Data excerpts:
━━━━━━━━━━

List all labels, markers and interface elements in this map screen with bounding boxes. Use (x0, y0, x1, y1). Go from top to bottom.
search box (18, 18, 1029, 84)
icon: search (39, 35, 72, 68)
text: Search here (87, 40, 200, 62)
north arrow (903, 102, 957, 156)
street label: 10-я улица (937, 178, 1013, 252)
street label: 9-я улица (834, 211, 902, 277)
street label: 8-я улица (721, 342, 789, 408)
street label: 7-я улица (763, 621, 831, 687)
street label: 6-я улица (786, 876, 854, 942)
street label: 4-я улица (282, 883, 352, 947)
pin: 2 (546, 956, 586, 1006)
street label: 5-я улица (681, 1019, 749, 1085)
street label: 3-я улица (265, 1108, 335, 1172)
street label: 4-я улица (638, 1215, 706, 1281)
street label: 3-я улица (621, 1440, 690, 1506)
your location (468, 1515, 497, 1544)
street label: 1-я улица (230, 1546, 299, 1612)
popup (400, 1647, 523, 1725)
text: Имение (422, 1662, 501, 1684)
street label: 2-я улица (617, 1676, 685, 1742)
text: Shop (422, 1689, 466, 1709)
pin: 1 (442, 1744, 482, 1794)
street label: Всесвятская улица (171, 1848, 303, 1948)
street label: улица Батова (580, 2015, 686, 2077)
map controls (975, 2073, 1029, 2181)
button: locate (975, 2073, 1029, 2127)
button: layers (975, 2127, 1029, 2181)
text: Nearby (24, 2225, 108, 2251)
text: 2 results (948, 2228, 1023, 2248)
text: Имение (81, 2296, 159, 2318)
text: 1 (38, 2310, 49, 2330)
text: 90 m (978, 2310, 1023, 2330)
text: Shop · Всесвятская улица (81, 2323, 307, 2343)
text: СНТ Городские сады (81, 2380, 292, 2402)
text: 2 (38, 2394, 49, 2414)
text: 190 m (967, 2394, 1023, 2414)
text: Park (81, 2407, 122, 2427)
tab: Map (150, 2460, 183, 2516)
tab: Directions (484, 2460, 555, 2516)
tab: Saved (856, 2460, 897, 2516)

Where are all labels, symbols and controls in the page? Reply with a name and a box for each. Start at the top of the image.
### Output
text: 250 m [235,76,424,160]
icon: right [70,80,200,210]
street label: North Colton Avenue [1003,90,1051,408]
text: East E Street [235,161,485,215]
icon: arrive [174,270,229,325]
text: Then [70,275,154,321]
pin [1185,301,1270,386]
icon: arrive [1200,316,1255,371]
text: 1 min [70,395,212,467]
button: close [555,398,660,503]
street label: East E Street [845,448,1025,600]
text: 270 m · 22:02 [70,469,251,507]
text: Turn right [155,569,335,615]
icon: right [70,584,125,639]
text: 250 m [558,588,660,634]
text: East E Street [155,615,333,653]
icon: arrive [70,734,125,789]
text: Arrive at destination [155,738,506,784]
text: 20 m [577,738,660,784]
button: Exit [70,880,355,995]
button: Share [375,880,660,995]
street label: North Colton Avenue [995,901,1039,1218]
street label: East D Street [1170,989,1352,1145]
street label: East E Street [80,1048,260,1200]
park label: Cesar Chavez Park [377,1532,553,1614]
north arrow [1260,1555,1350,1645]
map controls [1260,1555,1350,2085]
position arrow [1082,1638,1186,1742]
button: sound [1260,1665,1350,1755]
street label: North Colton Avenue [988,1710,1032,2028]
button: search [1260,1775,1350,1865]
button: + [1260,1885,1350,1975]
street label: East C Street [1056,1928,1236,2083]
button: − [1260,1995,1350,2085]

━━━━━━━━━━

Please write out every line of the data exactly.

Reply —
List all labels, markers and interface elements in this map screen with bounding boxes. Use (x0, y0, x1, y1). Go from top to bottom.
search box (18, 18, 1029, 84)
icon: search (39, 35, 72, 68)
text: Search here (87, 40, 200, 62)
north arrow (903, 102, 957, 156)
street label: 10-я улица (937, 178, 1013, 252)
street label: 9-я улица (834, 211, 902, 277)
street label: 8-я улица (721, 342, 789, 408)
street label: 7-я улица (763, 621, 831, 687)
street label: 6-я улица (786, 876, 854, 942)
street label: 4-я улица (282, 883, 352, 947)
pin: 2 (546, 956, 586, 1006)
street label: 5-я улица (681, 1019, 749, 1085)
street label: 3-я улица (265, 1108, 335, 1172)
street label: 4-я улица (638, 1215, 706, 1281)
street label: 3-я улица (621, 1440, 690, 1506)
your location (468, 1515, 497, 1544)
street label: 1-я улица (230, 1546, 299, 1612)
popup (400, 1647, 523, 1725)
text: Имение (422, 1662, 501, 1684)
street label: 2-я улица (617, 1676, 685, 1742)
text: Shop (422, 1689, 466, 1709)
pin: 1 (442, 1744, 482, 1794)
street label: Всесвятская улица (171, 1848, 303, 1948)
street label: улица Батова (580, 2015, 686, 2077)
map controls (975, 2073, 1029, 2181)
button: locate (975, 2073, 1029, 2127)
button: layers (975, 2127, 1029, 2181)
text: Nearby (24, 2225, 108, 2251)
text: 2 results (948, 2228, 1023, 2248)
text: Имение (81, 2296, 159, 2318)
text: 1 (38, 2310, 49, 2330)
text: 90 m (978, 2310, 1023, 2330)
text: Shop · Всесвятская улица (81, 2323, 307, 2343)
text: СНТ Городские сады (81, 2380, 292, 2402)
text: 2 (38, 2394, 49, 2414)
text: 190 m (967, 2394, 1023, 2414)
text: Park (81, 2407, 122, 2427)
tab: Map (150, 2460, 183, 2516)
tab: Directions (484, 2460, 555, 2516)
tab: Saved (856, 2460, 897, 2516)

Where are all labels, symbols and controls in the page? Reply with a name and a box for each. Start at the top of the image.
### Output
text: 250 m [235,76,424,160]
icon: right [70,80,200,210]
street label: North Colton Avenue [1003,90,1051,408]
text: East E Street [235,161,485,215]
icon: arrive [174,270,229,325]
text: Then [70,275,154,321]
pin [1185,301,1270,386]
icon: arrive [1200,316,1255,371]
text: 1 min [70,395,212,467]
button: close [555,398,660,503]
street label: East E Street [845,448,1025,600]
text: 270 m · 22:02 [70,469,251,507]
text: Turn right [155,569,335,615]
icon: right [70,584,125,639]
text: 250 m [558,588,660,634]
text: East E Street [155,615,333,653]
icon: arrive [70,734,125,789]
text: Arrive at destination [155,738,506,784]
text: 20 m [577,738,660,784]
button: Exit [70,880,355,995]
button: Share [375,880,660,995]
street label: North Colton Avenue [995,901,1039,1218]
street label: East D Street [1170,989,1352,1145]
street label: East E Street [80,1048,260,1200]
park label: Cesar Chavez Park [377,1532,553,1614]
north arrow [1260,1555,1350,1645]
map controls [1260,1555,1350,2085]
position arrow [1082,1638,1186,1742]
button: sound [1260,1665,1350,1755]
street label: North Colton Avenue [988,1710,1032,2028]
button: search [1260,1775,1350,1865]
button: + [1260,1885,1350,1975]
street label: East C Street [1056,1928,1236,2083]
button: − [1260,1995,1350,2085]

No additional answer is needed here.